Over ten years ago I ran a business networking group for creatives.
It seemed to attract ‘conflicted’ people.
People who had a job – maybe working in a bank or an insurance company – but who had an artistic talent.
Someone who wanted to be a writer or a portrait painter or a photographer, but couldn’t see how to make a living out of it.
It was quite pioneering.
One of the rituals that was part of the meeting was to go round the room and say who they were and what their creative thing was.
Some members really disliked that part of the meeting.
When I decided to withdraw from the group, the new leader stopped these introductions. (It wasn’t fair, if some people didn’t want to do it)
The group lasted another year before fizzling out.
That speaking ritual not only bound the members together, (I’m still friends with many of the people I met) it also created a problem for those who went through with it.
If you’re brave enough to reveal an inner conflict you’ve got – in front of 30 people – it makes you feel it more deeply.
It gnaws away at your consciousness: you’re saying this: why aren’t you doing it?
The process of standing up in front of a group and saying who you are has an impact on your perception of yourself.
Last year I went to a workshop called The Mastery of Self-Expression.
At the time I didn’t know what I’d signed up for.
In retrospect, it created a more profound experience of this dynamic.
On the first night, I stood up and introduced myself as a self-effacing dad, speechwriter and entrepreneur, who has overcome a few problems in his life, and has now settled down to a quiet life in Bournemouth.
On the second night, we had to do our ‘audition’, which gives the leaders the insights to work with you.
I chose a dark German poem, chiefly because I learnt it in the 6th form and it only needed a moderate amount of effort to rememorise.
I was delighted that I was able to recite almost word perfect and have some fun delivering it.
The leaders, who are highly trained, invited me to push my boundaries.
(NB: The trainers at the Mastery gave us many warnings that we needed to look after ourselves very carefully during and after the workshop.
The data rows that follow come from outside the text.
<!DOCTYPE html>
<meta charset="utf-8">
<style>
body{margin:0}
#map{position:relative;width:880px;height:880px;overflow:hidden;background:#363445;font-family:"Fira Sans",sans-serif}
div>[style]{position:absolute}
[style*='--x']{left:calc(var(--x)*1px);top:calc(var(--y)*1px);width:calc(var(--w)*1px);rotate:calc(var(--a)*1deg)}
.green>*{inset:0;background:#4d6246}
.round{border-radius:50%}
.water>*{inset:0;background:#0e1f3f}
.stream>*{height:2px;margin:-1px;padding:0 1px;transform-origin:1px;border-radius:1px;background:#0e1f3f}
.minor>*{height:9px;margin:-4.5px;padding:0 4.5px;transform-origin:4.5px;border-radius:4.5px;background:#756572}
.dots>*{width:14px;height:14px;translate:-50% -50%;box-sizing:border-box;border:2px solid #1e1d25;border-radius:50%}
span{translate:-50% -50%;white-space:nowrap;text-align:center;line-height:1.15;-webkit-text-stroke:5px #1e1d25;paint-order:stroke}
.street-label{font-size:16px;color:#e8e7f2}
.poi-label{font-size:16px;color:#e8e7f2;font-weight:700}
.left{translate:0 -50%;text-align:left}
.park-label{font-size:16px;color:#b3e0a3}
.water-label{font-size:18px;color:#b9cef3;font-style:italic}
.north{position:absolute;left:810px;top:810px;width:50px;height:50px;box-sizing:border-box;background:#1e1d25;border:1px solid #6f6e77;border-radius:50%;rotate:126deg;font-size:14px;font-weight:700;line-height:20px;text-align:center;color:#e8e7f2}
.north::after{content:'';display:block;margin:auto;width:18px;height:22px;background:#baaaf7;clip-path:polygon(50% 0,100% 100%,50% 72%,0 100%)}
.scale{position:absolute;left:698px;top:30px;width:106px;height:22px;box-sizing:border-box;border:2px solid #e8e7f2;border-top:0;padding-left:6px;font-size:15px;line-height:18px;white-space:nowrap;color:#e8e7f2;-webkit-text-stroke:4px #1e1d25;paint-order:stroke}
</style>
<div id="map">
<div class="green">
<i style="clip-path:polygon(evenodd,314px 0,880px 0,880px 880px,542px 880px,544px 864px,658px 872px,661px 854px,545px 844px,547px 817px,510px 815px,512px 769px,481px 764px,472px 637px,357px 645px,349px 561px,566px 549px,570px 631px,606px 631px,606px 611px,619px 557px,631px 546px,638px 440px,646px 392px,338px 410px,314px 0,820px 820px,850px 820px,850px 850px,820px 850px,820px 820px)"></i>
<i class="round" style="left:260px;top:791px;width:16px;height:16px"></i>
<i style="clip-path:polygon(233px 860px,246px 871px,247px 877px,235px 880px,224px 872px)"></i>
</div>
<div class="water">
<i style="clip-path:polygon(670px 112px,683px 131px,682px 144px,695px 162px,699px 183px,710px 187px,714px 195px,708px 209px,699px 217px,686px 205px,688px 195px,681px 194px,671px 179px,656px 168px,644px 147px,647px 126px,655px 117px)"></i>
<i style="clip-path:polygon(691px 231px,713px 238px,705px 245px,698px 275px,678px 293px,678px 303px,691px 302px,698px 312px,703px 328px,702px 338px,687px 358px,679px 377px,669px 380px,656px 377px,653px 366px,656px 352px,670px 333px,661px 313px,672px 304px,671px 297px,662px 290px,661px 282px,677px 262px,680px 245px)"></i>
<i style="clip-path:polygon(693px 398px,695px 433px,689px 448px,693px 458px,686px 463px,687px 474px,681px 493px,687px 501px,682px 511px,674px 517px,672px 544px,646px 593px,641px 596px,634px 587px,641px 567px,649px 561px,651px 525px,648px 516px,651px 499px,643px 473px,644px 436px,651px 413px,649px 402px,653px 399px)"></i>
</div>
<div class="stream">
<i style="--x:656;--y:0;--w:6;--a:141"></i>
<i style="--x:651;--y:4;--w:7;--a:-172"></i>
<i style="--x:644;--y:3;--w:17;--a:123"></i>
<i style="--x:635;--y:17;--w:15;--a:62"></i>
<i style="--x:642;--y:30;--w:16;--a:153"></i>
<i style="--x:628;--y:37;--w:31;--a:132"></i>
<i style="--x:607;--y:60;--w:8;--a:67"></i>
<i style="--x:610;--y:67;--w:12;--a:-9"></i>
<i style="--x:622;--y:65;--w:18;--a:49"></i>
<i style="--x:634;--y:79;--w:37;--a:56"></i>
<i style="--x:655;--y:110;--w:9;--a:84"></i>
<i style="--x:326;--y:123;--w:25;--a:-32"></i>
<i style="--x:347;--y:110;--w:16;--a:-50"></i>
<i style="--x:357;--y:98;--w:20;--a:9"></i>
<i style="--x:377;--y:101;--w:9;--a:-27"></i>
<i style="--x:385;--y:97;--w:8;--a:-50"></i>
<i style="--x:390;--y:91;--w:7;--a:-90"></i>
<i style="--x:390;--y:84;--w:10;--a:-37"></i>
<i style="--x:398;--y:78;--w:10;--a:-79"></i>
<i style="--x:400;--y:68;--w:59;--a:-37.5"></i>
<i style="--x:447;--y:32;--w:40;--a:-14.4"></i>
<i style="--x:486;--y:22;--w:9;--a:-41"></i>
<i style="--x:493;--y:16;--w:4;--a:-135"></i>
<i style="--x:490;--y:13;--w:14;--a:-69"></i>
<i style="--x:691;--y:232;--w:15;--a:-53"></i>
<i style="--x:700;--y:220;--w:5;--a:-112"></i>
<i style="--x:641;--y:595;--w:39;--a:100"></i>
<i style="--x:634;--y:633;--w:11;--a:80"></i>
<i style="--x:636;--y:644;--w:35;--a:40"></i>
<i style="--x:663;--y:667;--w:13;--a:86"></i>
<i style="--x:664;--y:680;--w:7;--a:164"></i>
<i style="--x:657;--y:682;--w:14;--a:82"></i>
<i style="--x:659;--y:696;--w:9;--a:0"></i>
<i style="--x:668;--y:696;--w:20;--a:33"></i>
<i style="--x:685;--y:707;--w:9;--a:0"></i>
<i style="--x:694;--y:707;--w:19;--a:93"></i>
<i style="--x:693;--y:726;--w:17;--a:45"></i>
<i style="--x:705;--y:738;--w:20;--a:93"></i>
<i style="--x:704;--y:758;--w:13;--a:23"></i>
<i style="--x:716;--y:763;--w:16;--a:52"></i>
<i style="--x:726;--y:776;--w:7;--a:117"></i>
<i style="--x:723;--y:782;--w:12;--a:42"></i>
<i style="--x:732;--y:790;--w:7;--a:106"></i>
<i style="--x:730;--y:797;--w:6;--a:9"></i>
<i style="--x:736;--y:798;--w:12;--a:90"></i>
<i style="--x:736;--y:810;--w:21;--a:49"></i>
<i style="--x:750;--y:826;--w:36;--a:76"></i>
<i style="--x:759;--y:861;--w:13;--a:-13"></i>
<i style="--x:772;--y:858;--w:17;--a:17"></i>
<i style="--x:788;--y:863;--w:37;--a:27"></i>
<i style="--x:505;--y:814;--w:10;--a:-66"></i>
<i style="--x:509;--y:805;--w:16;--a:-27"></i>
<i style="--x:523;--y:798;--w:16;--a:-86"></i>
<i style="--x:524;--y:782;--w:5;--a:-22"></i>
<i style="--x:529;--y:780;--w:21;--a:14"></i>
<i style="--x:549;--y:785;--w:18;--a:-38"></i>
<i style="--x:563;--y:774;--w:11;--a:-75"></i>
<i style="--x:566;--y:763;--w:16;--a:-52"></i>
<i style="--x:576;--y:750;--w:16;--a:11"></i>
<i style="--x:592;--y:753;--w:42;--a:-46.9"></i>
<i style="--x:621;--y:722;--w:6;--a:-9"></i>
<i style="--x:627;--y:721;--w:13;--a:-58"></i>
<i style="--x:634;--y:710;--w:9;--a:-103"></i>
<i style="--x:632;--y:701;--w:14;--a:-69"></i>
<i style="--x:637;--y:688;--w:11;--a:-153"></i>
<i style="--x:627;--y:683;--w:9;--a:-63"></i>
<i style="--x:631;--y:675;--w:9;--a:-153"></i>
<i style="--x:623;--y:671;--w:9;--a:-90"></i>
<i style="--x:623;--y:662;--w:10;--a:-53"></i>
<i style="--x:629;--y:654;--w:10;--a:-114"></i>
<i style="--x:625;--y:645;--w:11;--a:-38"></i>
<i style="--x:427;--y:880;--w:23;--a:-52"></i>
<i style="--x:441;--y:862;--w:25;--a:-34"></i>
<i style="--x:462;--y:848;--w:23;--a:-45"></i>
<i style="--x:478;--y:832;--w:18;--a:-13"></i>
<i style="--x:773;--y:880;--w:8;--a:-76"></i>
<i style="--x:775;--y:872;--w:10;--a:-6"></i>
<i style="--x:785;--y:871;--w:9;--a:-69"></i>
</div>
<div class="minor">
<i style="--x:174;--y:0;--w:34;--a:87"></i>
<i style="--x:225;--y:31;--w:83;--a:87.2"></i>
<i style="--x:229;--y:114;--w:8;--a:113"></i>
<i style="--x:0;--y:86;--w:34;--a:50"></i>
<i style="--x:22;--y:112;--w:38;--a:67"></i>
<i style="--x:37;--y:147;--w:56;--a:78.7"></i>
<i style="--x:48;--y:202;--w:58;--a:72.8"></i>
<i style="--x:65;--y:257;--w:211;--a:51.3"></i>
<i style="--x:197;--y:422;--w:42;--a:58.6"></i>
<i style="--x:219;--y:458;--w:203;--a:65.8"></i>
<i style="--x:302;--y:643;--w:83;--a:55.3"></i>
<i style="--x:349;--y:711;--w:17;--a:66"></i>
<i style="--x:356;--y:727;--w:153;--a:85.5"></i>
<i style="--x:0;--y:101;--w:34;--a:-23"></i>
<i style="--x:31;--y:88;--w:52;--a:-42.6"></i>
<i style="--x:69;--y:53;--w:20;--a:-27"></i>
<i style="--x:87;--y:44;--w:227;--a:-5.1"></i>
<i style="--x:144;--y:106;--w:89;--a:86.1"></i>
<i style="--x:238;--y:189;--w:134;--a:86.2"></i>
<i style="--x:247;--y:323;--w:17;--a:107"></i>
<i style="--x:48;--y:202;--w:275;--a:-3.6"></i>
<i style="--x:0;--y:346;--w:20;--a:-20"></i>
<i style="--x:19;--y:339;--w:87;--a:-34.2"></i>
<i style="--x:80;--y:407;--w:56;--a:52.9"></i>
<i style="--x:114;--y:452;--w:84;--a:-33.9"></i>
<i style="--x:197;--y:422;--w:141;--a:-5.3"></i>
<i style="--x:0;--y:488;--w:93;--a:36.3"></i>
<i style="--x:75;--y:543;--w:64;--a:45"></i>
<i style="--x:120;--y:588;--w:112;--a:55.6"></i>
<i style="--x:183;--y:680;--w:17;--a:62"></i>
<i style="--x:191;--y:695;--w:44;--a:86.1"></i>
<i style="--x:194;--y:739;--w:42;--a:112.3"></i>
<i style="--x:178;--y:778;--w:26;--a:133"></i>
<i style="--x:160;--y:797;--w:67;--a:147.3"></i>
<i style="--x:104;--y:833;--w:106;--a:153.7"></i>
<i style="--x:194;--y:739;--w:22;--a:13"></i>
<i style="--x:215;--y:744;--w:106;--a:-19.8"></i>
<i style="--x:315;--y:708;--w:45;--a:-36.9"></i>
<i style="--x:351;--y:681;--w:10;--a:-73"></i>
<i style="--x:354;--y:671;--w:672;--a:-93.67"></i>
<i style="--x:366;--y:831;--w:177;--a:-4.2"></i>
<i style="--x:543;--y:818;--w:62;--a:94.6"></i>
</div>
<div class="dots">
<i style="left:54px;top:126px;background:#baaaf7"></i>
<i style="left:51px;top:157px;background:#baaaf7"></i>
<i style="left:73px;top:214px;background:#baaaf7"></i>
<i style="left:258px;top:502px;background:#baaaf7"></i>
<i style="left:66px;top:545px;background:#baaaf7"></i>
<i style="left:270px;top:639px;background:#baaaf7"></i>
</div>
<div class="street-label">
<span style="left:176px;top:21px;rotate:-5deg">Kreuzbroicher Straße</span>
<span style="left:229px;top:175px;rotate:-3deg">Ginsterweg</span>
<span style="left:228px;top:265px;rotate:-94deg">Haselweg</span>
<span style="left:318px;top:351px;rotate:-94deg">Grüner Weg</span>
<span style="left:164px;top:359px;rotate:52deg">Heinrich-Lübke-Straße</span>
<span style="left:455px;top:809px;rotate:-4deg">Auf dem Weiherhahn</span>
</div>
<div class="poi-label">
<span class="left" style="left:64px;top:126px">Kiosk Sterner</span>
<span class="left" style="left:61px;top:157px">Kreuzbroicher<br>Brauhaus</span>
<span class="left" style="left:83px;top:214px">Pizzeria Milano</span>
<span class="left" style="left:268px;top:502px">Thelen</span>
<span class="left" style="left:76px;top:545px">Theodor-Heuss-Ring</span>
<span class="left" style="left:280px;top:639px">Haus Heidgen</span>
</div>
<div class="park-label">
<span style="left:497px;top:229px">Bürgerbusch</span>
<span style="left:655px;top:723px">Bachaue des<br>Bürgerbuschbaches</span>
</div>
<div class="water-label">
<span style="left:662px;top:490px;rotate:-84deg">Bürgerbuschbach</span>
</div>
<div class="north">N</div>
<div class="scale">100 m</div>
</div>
The exercises were in a theatrical context. And what came out, came from me.)
They got me to perform the poem a second time.
I picked up a banana for a gun. I got the audience to sit cross-legged at the front and I played a prison guard.
I loved it. It was hilarious. It brought out the ‘demonic’ elements to the poem. And the audience passed me notes saying they loved it, too.
I took away the impression that I was much more engaging as the prison guard than as the mild-mannered dad I introduced myself as on the Friday night.
The problem is that I’ve been disorientated ever since.
I want to get back to my quiet life before The Mastery.
But who was that monster who emerged from my consciousness on the Saturday night?
I excavated a dogmatic, angry and aggressive part of my personality.
They call it getting in touch with your ‘shadow’ side.
Carl Jung wrote:
“The shadow is a moral problem that challenges the whole ego-personality, for no one can become conscious of the shadow without considerable moral effort. To become conscious of it involves recognising the dark aspects of the personality as present and real.”
If my perception changes of myself changes, it follows that I will see the world differently and react to it differently.
This may all begin to sound a bit intense (my wife is afraid I got involved in some kind of cult.)
But the consequences are more mundane.
Acceptance that I have a ‘dark side’ makes me feel more effective.
I feel less need for response or recognition.
Back when I ran the creative group, I was unpopular among some people because I insisted everyone should speak in public.
That was a bit dictatorial. But it was a good thing. I pushed my colleagues to do something they didn’t feel comfortable doing, but it had many benefits, and over time, they could see that.
My political, intellectual and mild-mannered side says, The Mastery of Self-Expression is what’s needed by my speechwriting clients.
Sure I can find the words, the structures and the jokes, but this workshop gets you into the deep stuff that helps you find out what makes you unique and what truth you have to communicate to others.
And my pushy/evangelical/salesman side says, I’M GOING TO PERSUADE THEM TO HAVE THIS FANTASTIC EXPERIENCE!